Conservationist And Biologist Puts Together ‘Army Of Women’ To Save India’s Rarest Stork


Apparently, the Greater Adjutant stork, whose scientific name is Leptoptilos dubius or also hargila – meaning bone swallower in Assamese, is on the endangered species list and it’s one of the around 20 species of this particular bird that can be found in India.

Now, there is a group of women that are working towards changing people’s ideas and attitudes when it comes to animal conservation in Assam, a state in India. In fact, these women are so adamant about their purpose, that they have been wearing paper-mâché hats made in the shape of these birds in order to make a point and show their support for this threatened fowl.

The greater adjutant was once reviled due to their incredibly bad smell, unattractive appearance, and carrion-filled diet, however more recently, they have become welcome member of communities that used to kill them, all because of the work on one pioneering conservationist now being hailed a hero.

For Dr. Purnima Devi Barman, she says that her interest in protecting the great adjutant is due to her “mothering instinct.” Because of its better known yet adverse traits, this bird has been persecuted for most of its life. Moreover, it also has superstitious beliefs attached to it as bringers of bad omens, and sadly are now only found in two Indian states, as well as in Cambodia.

During her PhD studies in stork biology, Dr. Barman took interest in this particular bird after going to a village where a few residents had cut down a nest tress that left many greater adjutant stork chicks either dead or severely injured. After seeing the way that the villagers had treated these poor storks made her realize that something needed to be done to change the way people saw these birds in Assam or else they would soon be extinct.

She decided to hold festivals in the villages along India’s Brahmaputra River to celebrate the villagers that lived there and who had Burflower-trees – or kadam – in their yards, to honor them for being protectors and guardians of a rare bird. When people began to see the way others were being appreciated for protecting the bird, it made them also become protectors of the greater adjutant, giving it safe places to nest and survive.

In addition, Dr. Barman also used these moments to point out that considering the diet of the greater adjutant is exclusively that of carrion, which is the decaying flesh of animals, they also play a very vital role in keeping the ecosystem free from diseases the come with such dead animals that are not cleaned up.

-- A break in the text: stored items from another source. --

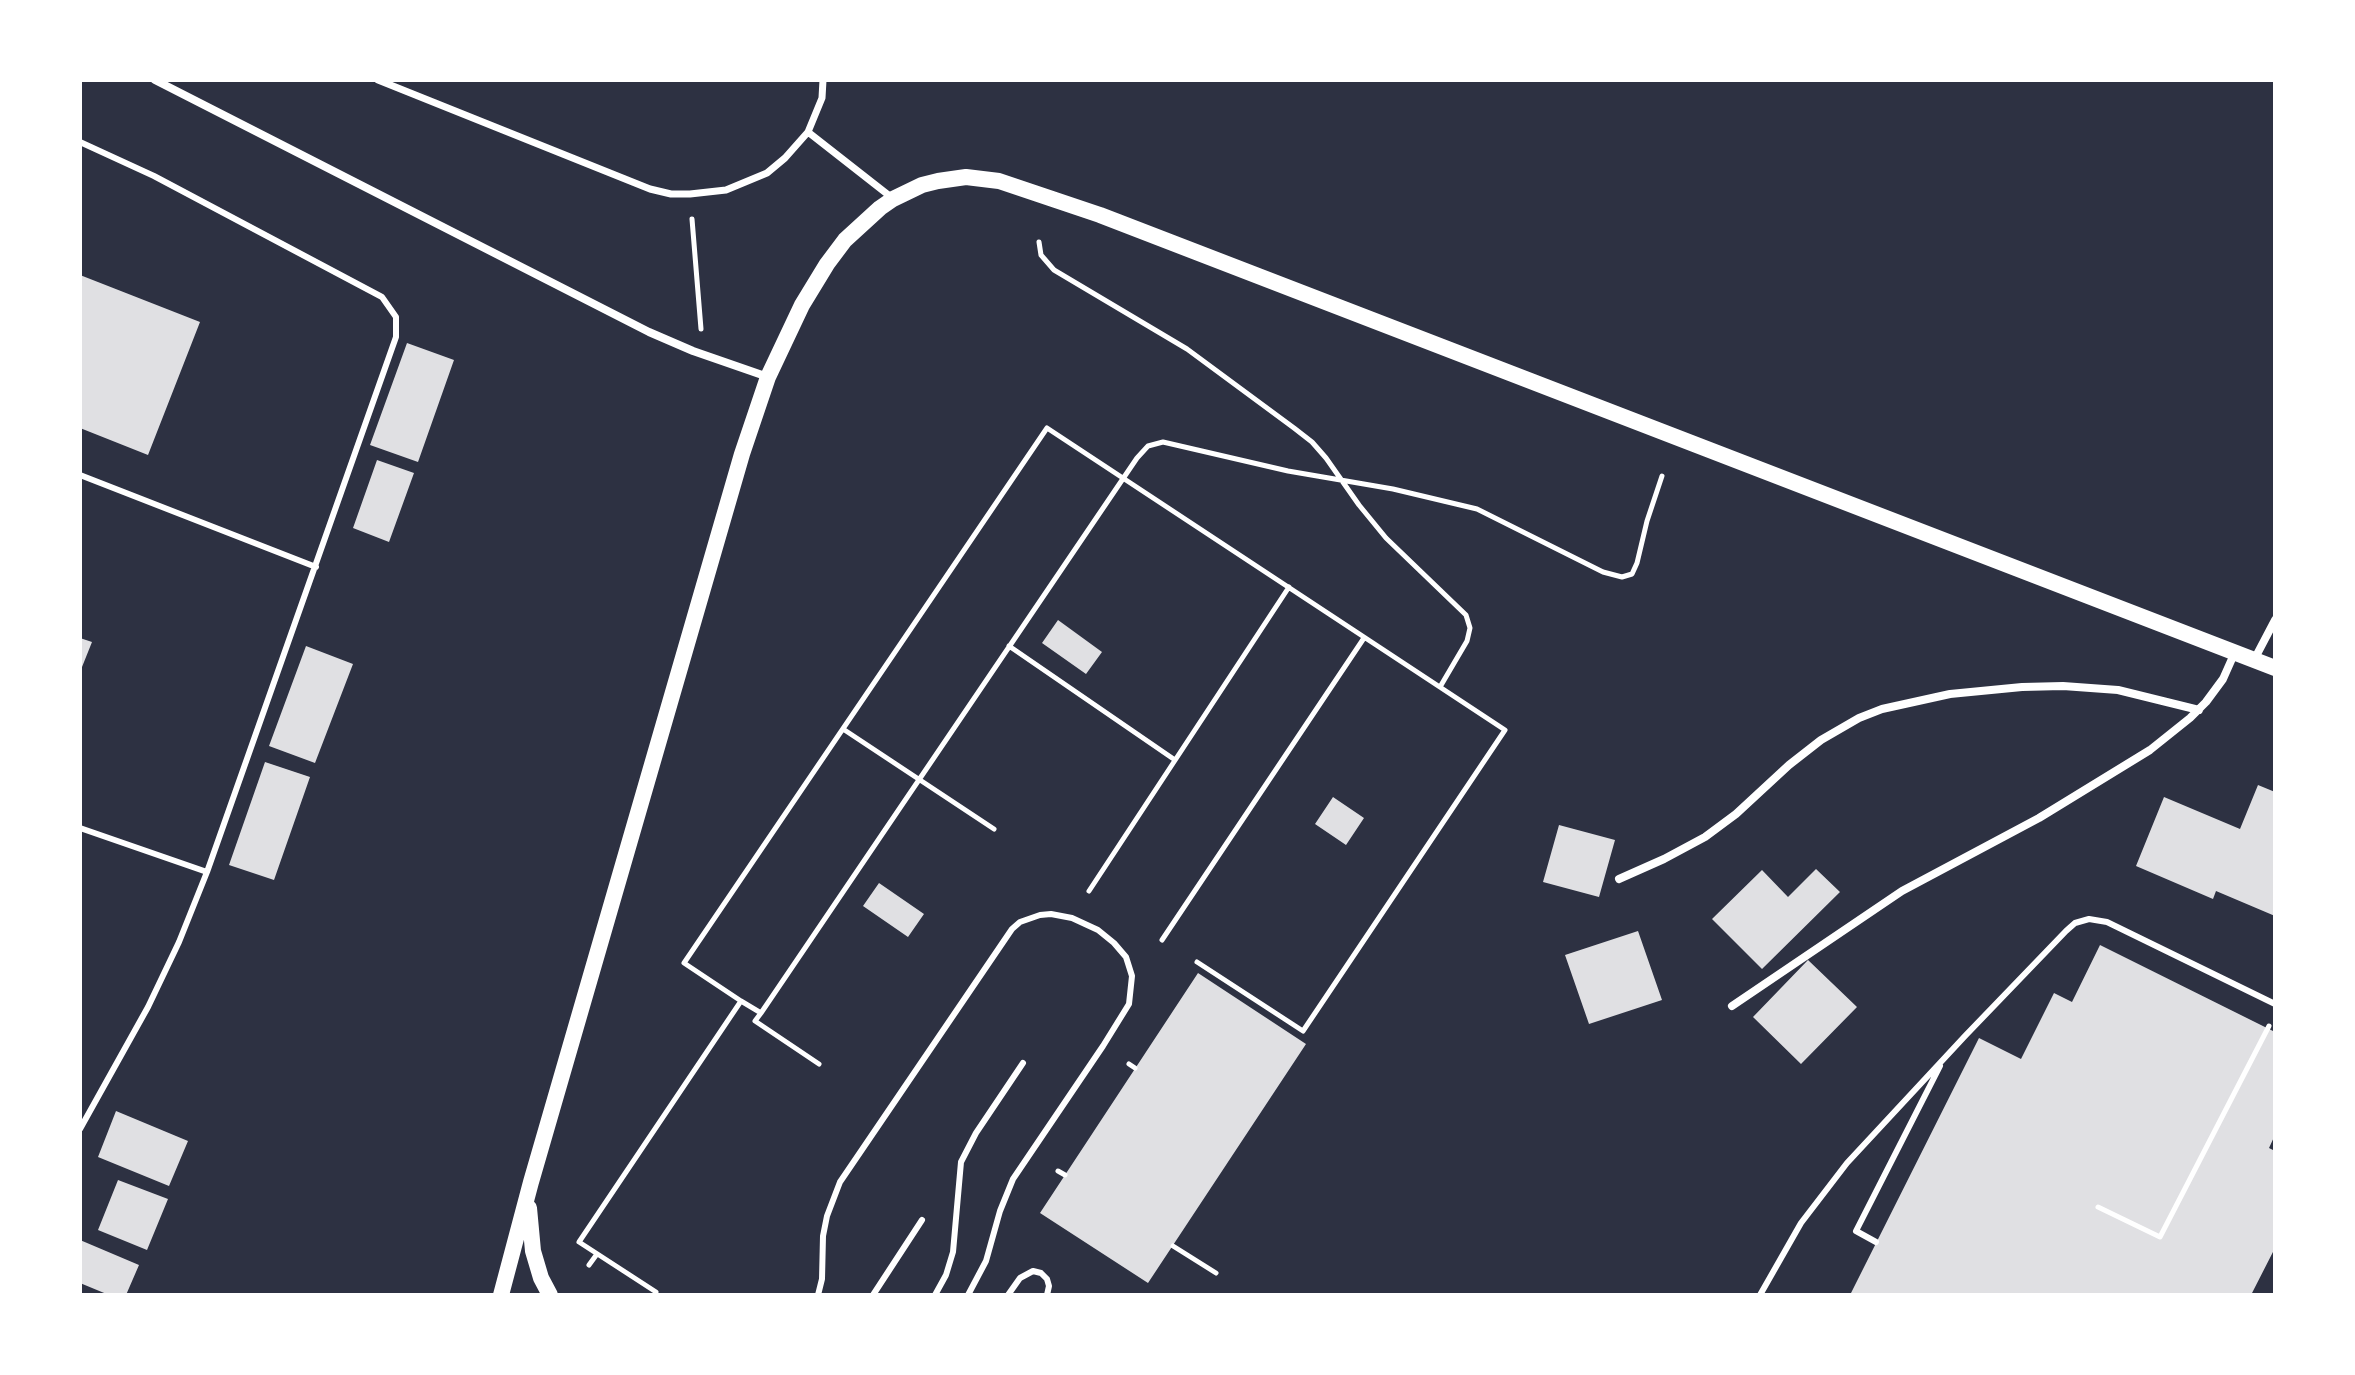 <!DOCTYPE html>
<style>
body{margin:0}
#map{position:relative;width:2355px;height:1375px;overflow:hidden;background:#2d3142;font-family:Literata,serif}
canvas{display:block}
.frame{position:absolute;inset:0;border:82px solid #fff;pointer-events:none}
</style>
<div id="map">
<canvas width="2355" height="1375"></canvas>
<div class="frame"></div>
</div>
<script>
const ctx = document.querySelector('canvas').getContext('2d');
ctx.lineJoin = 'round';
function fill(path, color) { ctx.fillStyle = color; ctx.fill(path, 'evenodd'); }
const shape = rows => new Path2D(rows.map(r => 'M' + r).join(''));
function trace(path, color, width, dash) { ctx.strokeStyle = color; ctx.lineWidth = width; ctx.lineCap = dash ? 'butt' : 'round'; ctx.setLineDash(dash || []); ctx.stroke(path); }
const building = shape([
 [80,275,200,322,148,455,80,428],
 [407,343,454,360,418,462,370,445],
 [377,460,414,473,389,542,353,528],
 [1058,620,1102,652,1086,674,1042,643],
 [80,638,92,642,80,672],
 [306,646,353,664,315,763,269,746],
 [265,762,310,777,274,880,229,865],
 [2258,785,2275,792,2275,916,2216,891,2213,899,2136,866,2164,797,2240,829],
 [1333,797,1364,818,1346,845,1315,824],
 [1559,825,1615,840,1599,897,1543,882],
 [1816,869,1840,892,1762,969,1712,919,1762,870,1788,897],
 [879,883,924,914,908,937,863,906],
 [1638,931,1662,1000,1589,1024,1565,955],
 [2100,945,2275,1032,2275,1135,2269,1148,2275,1151,2275,1248,2251,1295,1850,1295,1979,1038,2021,1059,2054,993,2072,1002],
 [1808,960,1857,1007,1801,1064,1753,1017],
 [1198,973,1306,1044,1148,1283,1040,1213],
 [116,1111,188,1141,169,1186,98,1157],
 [118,1180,168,1199,147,1250,98,1230],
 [80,1240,139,1265,126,1295,109,1295,80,1283]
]);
const path = shape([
 [692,219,701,329],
 [1039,242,1041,255,1054,270,1187,349,1294,428,1312,442,1326,458,1359,505,1386,538,1466,615,1470,628,1467,641,1440,687],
 [1009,646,1175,760],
 [843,729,994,829],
 [1089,891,1289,587],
 [1162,940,1364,638],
 [741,1001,761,1013,1137,458,1148,446,1163,442,1288,471,1393,489,1477,509,1603,572,1622,577,1632,574,1637,563,1647,521,1662,476],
 [761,1013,755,1021,819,1064],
 [1129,1064,1135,1068],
 [1058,1171,1065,1175],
 [2098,1207,2160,1237,2269,1026],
 [1173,1246,1216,1273],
 [589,1265,597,1254],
 [656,1292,579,1242,741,1001,684,963,1047,428,1505,730,1303,1031,1197,962]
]);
const service = shape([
 [80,142,154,176,382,297,396,317,396,337,207,872,179,942,148,1007,80,1129],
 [80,475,316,567],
 [80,828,207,872],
 [1876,1242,1856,1231,1940,1066],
 [818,1295,822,1279,823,1236,827,1216,840,1182,1012,929,1020,922,1040,915,1051,914,1072,918,1098,930,1114,943,1126,957,1132,976,1129,1004,1103,1046,1013,1179,1000,1211,986,1261,968,1295],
 [873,1295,922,1220],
 [935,1295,946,1275,953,1252,961,1162,976,1133,1023,1063],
 [1008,1295,1020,1278,1033,1271,1041,1273,1047,1279,1049,1286,1047,1295],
 [1760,1295,1801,1223,1847,1163,1965,1036,2066,931,2075,923,2089,919,2107,922,2275,1004]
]);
const pedestrian = shape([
 [378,80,650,189,671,194,690,194,726,190,767,173,785,158,808,132,822,98,823,80],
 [808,132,891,197]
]);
const minor = shape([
 [155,80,649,332,693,351,768,377],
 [2254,660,2275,620],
 [1619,879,1664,859,1705,837,1736,814,1789,765,1821,740,1859,718,1882,709,1950,694,2022,687,2063,686,2118,690,2199,710],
 [1732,1006,1902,891,2039,818,2150,750,2190,718,2206,702,2223,679,2235,652]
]);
const secondary = shape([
 [529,1208,533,1251,541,1278,550,1295],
 [501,1295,531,1182,742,454,768,377,802,305,827,264,845,240,880,208,893,199,922,185,938,181,966,177,999,181,1100,215,2275,668]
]);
fill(building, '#e0e0e3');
trace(path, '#fff', 5);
trace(service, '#fff', 6);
trace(pedestrian, '#fff', 7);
trace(minor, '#fff', 8);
trace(secondary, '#fff', 16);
</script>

As a result, Dr. Barman has also become recognized among global conservationists for assembling 10,000 women into the “Hargila Army” that are tasked to advocate for and protect these precious storks.


Dr. Barman told The Guardian, “Conservation is all about uniting people and building ownership. I’ve always believed that, if given a chance, women can make a big difference in conservation.”

A report from the Ethnobiology Letters journal tells us that back in 2008, there were only a few nests left. However, due to Dr. Barman’s groundbreaking approach to the helping this bird managed to increase that number to 200, just 10 years later. Since then, the number of individual storks grew to above 1,000 in Assam alone.

Then in 2021, Dr. Barman put up the Hargila Learning and Conservation Centre in a government school located in the Pacharia village. Here, female volunteers use games and songs to encourage the children to protect the birds as they grow and get older.

Last year, Dr. Barman was named ‘World Female Ranger,’ while also being given the highest female civilian honor from the Indian central government, the Nari Shakti Puraskar. And just this year, she received  the UN Environment Programme’s Champions of the Earth award, all titles she so clearly deserves.